Nous travaillons également avec le Laboratoire d'études du comportement des bétons et des argiles (Lecba) du CEA sur l’étude du comportement du béton sous irradiation, notamment celui qui est utilisé pour le stockage des déchets nucléaires. »
Des industriels issus des domaines de la défense et de l’électronique, tout comme des chercheurs ou sociétés travaillant dans le domaine du spatial (irradiation d’étoupilles pyrotechniques destinées à permettre le mouvement d’un élément pour un satellite envoyé dans l’espace et soumis au rayonnement cosmique), font par ailleurs appel au Labra pour un contrôle de leurs matériels exposés aux rayonnements ionisants.
Le Labra effectue des études sur mesure, adaptés aux besoins des industriels qui le sollicitent. «
Nous accompagnons nos clients depuis la prise en compte de leurs besoins (rayonnements, conditions d’irradiation, débit de dose...) jusqu’à la facturation », expose Philippe, chef de projet et point d’entrée des clients du Labra pour les demandes d’irradiation. Le carnet de commandes du Labra est constamment plein, tant la qualité des tests et contrôles menés par le laboratoire est reconnu par ses clients !
Au Labra, l'irradiateur Pagure permet de réaliser des irradiations de vieillissement de petits matériels. © P. Stroppa / CEA
Encadré
Des équipements de pointe
Le Labra possède un panel d’équipements de pointe, dont deux irradiateurs gamma, appelés Poséidon et Pagure, ainsi qu’un accélérateur d’électron, nommé Vulcain, en activité depuis sa création en 1969. Comme dans toute installation nucléaire de base (INB), les irradiations sont conduites au Labra dans des conditions de sûreté et de sécurité très strictes.
Poséidon est un irradiateur industriel de type piscine doté d’un caisson étanche et immergeable, appelé Caline, permettant des irradiations longues dans les conditions de tests demandés par les industriels du parc électronucléaire.
Caline est une cellule étanche, de dimensions 2,60 x 1,90 x 1,58 m, qui peut être immergée dans la piscine de l'irradiateur Poseidon. © P. Stroppa / CEA
Caline permet une irradiation en simultané de celles réalisées en casemate. Dans la casemate de Poséidon, il est possible d’irradier des matériels à de très forts débits de dose, ce qui est idéal pour tester leur résistance et leur vieillissement. C’est donc Poséidon qui est utilisé pour qualifier le matériel du parc électronucléaire français et effectuer la radio-stérilisation des dispositifs médicaux. Pour ce faire, des sources scellées de cobalt 60 sont disposées sur un chariot porte-sources, au fond de la piscine. Le chariot porte-sources va ensuite sortir de l’enceinte immergeable pour irradier le matériel situé dans la casemate surmontant la piscine, puis redescendre une fois l’irradiation terminée. «
Cette piscine, qui fait 5,5 mètres de profondeur, permet de garantir qu’il n’y a pas de rayonnement radioactif sortant à la surface, l’épaisseur d’eau apportant une protection biologique, complète Thierry.

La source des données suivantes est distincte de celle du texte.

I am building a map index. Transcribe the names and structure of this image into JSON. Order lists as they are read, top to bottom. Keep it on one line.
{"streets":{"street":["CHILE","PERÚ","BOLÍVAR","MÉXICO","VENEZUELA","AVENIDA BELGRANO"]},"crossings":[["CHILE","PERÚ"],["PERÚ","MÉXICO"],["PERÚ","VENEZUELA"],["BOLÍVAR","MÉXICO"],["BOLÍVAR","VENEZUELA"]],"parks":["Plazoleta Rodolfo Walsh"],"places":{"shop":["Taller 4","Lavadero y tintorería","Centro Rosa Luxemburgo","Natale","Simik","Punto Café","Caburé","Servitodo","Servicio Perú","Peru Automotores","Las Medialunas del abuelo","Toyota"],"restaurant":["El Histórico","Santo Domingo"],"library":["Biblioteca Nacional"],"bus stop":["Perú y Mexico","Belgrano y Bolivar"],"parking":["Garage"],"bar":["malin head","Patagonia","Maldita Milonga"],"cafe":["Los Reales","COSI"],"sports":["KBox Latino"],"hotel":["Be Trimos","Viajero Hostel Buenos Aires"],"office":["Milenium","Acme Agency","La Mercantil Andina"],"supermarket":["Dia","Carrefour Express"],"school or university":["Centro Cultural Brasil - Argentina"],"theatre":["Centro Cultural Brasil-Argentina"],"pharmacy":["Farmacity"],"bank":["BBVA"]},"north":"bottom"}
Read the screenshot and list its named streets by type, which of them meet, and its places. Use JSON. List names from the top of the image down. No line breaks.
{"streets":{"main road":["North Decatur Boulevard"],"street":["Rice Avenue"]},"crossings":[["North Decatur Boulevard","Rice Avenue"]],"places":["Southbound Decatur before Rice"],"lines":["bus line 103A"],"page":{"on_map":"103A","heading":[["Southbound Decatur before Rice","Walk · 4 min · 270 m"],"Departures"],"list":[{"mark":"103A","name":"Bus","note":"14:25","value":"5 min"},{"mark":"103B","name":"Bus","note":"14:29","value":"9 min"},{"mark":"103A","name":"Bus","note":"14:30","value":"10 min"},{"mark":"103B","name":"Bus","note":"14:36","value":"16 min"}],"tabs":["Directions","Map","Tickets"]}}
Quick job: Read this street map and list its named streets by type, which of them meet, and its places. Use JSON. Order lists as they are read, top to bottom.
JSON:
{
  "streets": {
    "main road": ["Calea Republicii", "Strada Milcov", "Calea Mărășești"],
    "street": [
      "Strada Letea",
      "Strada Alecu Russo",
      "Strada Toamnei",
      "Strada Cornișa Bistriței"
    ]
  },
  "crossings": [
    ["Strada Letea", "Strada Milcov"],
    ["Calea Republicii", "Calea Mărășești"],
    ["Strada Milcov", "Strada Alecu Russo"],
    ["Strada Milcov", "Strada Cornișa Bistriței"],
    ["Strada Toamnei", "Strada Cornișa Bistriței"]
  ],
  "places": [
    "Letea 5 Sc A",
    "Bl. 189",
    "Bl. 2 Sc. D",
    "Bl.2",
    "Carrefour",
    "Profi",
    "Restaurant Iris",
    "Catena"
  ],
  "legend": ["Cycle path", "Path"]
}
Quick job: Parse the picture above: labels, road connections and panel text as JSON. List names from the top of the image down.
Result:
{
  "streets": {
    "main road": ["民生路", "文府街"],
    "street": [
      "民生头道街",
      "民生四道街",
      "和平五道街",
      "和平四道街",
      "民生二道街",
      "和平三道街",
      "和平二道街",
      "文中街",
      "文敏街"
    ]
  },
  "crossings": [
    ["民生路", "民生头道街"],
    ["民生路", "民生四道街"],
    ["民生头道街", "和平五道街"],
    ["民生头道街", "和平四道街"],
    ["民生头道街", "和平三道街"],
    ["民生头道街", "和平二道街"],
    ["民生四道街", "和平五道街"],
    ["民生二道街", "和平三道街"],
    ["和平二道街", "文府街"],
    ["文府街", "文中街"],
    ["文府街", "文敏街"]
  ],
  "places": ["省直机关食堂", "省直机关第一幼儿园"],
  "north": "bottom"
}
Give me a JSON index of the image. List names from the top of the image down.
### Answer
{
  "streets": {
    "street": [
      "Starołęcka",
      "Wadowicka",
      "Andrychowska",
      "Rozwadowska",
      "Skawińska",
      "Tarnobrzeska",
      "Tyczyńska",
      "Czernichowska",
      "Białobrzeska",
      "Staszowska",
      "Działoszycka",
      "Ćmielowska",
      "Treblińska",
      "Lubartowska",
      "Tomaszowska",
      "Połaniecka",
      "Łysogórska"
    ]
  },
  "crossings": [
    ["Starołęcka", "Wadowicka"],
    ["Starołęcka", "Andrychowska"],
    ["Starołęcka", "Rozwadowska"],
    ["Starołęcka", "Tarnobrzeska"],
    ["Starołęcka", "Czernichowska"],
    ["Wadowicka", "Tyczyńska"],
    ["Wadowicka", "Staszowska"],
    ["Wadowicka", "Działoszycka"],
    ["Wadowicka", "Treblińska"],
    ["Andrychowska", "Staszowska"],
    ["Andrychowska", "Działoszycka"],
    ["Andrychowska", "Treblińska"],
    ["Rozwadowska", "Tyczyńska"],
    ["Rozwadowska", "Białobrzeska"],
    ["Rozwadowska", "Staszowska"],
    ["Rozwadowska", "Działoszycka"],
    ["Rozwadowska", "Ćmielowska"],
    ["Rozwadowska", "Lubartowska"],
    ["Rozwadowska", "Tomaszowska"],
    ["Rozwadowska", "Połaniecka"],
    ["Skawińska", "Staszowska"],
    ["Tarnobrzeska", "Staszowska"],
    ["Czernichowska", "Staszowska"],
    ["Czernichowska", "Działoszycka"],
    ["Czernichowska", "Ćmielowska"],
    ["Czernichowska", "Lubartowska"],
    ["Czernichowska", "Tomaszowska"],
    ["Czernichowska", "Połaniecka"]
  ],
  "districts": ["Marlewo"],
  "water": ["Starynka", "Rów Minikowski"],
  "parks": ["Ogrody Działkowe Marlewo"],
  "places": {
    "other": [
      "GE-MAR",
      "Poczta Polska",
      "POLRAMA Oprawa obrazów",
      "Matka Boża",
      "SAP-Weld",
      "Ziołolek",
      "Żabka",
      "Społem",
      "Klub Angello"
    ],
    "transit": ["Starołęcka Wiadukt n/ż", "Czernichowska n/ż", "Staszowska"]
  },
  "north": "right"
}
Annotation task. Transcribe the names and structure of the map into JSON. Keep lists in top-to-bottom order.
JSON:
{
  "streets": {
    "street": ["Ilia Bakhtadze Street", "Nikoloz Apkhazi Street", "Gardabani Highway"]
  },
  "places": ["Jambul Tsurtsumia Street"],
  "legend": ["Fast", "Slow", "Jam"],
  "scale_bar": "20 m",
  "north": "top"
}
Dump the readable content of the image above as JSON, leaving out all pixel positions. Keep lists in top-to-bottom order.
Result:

Le niveau d’eau est donc constamment surveillé. L’autre protection biologique est l’épaisseur des murs (entre 1,80 mètre et 2 mètres d’épaisseur) de la casemate de l’irradiateur. Aucun rayonnement ne peut sortir de la casemate lors de l’irradiation. »
1Un gray représente l'énergie d'un rayonnement ionisant apportant une énergie d'un joule à un milieu homogène d'une masse d'un kilogramme. Le gray est notamment utilisé pour apprécier les effets déterministes de fortes irradiations sur l'homme. (source : Wikipedia).
2Quantité par seconde de dose reçue.